Mike Cosper: One of the moments that was interesting to see from you, we like, pulled into a neighborhood and it shocked you that you were like, So where are we going? And I was like, Oh, they’re having us over for lunch. And you were like, Wait, they’re having us into their homes?

Erik Petrik: I was amazed.

Mike Cosper: Yeah. And I felt like that was the moment where it clicked for you, what the core of what people had experienced at Mars Hill was really about, like there really was this sense of community and investment with each other.

Erik Petrik: Oh, absolutely. And it was amazing. I think I was just shocked that we were actually going to their home, stepping into their home. And then once you stepped into their home, you realized these people are gems. They’re just gems. They’re just like, come on in. And then we walk in and they’re like, Here, have some, make yourself a sandwich. And it was, they just picked up where they left off. It’s like, this is who we are, this is what we do. The one thing you and I said over and over again was most of these homes had far more chairs than they did anything else. Just chairs everywhere. And that’s because they were gatherers of people.

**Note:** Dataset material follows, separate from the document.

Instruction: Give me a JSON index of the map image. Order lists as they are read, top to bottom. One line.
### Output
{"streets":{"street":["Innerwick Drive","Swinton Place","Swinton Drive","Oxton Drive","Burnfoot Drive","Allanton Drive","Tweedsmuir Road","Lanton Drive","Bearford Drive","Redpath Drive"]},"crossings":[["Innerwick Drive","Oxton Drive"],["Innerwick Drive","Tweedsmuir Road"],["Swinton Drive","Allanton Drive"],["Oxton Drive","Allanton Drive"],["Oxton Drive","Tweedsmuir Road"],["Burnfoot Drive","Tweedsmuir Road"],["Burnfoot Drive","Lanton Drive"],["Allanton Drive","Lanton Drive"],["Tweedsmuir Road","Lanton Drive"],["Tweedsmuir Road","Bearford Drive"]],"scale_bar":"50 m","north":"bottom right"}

Mike Cosper: There was a very interesting, awkward moment in particular where two people were sitting there talking and they were just chatting like it was no big, like, they’d picked up right where they left off. And then there’s this moment where they pause and they go—the one says to the other one, “So when did you get out?” referring to Mars Hill. The other guy said, “Oh, I rode it out to the very end.” And there’s this, like, beat in the conversation where everybody’s standing there. ’Cause this person didn’t, this person left and it was very bad for him. And he just grins and he goes, “Well, how was that for you?” And then they moved right along.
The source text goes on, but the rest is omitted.